Search the material for the word "picture" and report each line where it turns up.

▶ **Data records**:
:::

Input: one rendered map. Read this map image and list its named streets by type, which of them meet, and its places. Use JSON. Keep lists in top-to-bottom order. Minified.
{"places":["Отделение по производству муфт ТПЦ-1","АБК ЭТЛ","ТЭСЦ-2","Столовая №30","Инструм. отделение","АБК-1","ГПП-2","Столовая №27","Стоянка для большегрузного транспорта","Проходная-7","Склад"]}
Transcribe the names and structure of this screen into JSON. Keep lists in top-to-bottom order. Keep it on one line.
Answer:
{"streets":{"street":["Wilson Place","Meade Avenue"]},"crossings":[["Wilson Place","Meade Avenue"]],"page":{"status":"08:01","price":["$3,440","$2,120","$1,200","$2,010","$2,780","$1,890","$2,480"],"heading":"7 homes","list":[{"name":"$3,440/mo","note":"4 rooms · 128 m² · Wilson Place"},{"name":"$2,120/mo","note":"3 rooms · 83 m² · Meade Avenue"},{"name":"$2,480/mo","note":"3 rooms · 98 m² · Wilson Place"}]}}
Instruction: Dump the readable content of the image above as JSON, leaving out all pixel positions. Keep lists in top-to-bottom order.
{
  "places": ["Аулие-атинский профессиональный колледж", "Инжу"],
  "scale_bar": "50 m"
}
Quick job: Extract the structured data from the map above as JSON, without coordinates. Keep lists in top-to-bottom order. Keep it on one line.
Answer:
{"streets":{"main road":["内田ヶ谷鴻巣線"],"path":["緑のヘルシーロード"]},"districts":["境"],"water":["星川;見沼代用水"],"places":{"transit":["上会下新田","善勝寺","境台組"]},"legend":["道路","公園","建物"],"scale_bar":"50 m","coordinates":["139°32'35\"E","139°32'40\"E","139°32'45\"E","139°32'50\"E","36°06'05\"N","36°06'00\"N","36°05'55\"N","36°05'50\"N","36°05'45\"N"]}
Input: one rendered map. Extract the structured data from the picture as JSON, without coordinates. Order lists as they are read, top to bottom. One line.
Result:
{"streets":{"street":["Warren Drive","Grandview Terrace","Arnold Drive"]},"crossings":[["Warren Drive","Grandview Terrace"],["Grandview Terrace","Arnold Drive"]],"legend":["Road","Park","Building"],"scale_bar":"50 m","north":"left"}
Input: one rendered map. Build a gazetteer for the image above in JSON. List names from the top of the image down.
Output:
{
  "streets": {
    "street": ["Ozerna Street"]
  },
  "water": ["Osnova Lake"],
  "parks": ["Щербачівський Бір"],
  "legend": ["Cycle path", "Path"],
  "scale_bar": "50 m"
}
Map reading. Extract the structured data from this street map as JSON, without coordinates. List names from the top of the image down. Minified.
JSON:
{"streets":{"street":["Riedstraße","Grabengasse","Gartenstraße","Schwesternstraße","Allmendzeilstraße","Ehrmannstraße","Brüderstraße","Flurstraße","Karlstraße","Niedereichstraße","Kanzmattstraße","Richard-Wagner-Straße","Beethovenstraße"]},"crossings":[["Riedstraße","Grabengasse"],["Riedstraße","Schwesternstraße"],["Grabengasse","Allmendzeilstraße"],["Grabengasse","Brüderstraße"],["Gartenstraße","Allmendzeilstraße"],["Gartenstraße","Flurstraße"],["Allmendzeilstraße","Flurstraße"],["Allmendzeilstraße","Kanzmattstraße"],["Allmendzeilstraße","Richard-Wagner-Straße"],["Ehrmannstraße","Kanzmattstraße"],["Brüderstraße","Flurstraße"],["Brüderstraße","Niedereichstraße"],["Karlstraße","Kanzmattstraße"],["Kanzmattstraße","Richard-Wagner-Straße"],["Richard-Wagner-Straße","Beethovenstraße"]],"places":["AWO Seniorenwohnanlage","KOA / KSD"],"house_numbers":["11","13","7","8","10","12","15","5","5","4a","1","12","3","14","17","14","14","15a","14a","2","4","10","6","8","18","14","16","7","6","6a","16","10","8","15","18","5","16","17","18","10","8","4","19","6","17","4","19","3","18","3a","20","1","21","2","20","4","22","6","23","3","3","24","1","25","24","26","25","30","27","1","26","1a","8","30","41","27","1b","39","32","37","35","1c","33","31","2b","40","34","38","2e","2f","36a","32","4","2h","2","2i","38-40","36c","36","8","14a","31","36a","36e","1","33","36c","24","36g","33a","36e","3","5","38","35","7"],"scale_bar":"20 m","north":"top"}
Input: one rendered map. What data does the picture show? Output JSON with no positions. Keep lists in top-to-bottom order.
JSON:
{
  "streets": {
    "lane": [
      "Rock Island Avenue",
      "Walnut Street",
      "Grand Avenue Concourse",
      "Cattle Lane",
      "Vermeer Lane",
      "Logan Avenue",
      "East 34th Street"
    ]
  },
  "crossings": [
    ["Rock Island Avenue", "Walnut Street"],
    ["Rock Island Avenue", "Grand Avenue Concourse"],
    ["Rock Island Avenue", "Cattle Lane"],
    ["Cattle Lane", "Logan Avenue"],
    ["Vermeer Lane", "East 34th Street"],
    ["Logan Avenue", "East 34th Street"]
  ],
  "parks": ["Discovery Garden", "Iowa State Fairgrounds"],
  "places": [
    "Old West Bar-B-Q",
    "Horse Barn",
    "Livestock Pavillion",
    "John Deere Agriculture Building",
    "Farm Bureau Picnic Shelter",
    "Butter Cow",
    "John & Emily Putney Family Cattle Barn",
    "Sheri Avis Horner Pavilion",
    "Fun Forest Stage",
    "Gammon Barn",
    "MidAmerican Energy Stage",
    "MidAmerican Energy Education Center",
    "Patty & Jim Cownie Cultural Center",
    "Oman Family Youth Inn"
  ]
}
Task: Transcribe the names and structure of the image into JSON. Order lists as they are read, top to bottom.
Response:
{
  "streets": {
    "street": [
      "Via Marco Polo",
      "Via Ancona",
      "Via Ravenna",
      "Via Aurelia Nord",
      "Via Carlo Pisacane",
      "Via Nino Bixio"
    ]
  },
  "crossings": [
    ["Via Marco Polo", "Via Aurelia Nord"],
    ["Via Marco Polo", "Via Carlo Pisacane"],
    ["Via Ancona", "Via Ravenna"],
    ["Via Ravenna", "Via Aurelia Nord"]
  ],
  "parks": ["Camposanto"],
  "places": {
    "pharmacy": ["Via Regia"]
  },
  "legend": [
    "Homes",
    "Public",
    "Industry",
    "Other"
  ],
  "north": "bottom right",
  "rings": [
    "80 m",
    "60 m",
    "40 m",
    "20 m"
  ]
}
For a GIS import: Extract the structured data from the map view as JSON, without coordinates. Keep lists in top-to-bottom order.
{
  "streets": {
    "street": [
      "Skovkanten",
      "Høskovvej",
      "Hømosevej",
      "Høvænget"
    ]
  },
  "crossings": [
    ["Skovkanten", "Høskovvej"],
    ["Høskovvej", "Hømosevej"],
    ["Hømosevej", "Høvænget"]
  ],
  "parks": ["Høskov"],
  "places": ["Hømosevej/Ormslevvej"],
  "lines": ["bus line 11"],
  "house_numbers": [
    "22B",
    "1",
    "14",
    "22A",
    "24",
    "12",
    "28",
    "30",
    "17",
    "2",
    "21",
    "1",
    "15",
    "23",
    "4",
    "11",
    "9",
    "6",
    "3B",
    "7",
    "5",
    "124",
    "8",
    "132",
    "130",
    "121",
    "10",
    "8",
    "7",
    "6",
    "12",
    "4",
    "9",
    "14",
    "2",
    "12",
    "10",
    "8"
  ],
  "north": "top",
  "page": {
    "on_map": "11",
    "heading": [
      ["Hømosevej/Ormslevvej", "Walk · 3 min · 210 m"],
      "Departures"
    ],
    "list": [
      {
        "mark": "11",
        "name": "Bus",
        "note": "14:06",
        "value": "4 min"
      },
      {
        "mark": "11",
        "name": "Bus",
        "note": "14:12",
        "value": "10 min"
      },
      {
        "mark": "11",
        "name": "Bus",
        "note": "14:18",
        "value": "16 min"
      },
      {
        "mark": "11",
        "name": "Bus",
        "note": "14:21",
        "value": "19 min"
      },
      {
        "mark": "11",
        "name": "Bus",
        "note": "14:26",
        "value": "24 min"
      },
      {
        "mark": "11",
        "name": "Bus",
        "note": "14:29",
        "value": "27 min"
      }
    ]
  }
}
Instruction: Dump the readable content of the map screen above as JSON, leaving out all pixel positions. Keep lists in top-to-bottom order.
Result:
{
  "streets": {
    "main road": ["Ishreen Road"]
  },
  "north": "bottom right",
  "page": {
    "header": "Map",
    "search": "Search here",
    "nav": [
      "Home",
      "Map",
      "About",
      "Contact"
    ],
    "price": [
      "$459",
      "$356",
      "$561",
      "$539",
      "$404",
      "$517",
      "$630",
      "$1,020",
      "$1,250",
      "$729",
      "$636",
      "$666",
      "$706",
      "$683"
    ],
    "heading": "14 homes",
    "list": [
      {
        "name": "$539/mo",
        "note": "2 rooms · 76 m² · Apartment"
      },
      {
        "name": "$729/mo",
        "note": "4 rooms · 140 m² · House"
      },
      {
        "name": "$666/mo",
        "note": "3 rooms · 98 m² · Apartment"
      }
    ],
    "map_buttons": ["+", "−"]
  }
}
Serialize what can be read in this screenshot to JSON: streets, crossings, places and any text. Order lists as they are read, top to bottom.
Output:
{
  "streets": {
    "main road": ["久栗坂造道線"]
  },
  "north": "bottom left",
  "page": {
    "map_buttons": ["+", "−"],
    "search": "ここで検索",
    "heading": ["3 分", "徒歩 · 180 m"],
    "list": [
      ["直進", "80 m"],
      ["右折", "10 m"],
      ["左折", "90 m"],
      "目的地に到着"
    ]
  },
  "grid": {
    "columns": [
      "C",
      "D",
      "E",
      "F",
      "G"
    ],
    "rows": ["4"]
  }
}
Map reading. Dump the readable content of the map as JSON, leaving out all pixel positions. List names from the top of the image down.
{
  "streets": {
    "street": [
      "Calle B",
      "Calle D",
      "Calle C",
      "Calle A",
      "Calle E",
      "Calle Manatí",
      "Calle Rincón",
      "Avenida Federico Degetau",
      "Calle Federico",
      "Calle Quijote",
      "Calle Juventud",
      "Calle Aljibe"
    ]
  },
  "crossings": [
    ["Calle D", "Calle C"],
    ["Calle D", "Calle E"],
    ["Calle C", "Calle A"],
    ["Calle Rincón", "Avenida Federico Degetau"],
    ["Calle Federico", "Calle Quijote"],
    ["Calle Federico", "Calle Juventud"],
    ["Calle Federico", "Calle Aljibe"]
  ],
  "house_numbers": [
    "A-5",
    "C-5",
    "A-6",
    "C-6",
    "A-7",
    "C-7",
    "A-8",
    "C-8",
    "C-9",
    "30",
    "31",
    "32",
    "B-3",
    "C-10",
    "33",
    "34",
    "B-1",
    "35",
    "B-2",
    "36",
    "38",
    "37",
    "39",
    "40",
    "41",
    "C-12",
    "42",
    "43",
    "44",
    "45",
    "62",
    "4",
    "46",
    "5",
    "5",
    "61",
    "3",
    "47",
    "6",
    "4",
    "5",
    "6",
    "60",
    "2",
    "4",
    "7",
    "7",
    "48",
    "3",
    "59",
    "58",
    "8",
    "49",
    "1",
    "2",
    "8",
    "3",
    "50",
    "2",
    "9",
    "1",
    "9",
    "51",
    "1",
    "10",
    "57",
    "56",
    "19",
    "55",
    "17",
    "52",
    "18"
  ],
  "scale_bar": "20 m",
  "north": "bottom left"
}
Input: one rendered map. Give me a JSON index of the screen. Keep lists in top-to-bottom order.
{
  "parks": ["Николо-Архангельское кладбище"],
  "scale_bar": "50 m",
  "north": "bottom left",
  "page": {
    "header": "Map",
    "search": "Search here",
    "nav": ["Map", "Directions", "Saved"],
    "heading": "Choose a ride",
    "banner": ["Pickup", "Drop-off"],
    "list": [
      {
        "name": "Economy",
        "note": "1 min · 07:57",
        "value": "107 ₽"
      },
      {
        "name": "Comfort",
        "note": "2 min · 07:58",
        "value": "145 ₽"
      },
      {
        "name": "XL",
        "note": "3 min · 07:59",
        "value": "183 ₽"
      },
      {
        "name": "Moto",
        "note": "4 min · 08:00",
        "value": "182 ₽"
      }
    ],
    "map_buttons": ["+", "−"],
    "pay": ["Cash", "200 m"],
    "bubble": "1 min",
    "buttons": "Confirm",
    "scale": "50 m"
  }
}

:::

▶ **Written response**:
Input: one rendered map. Extract the structured data from the picture as JSON, without coordinates. Order lists as they are read, top to bottom. One line.
Input: one rendered map. What data does the picture show? Output JSON with no positions. Keep lists in top-to-bottom order.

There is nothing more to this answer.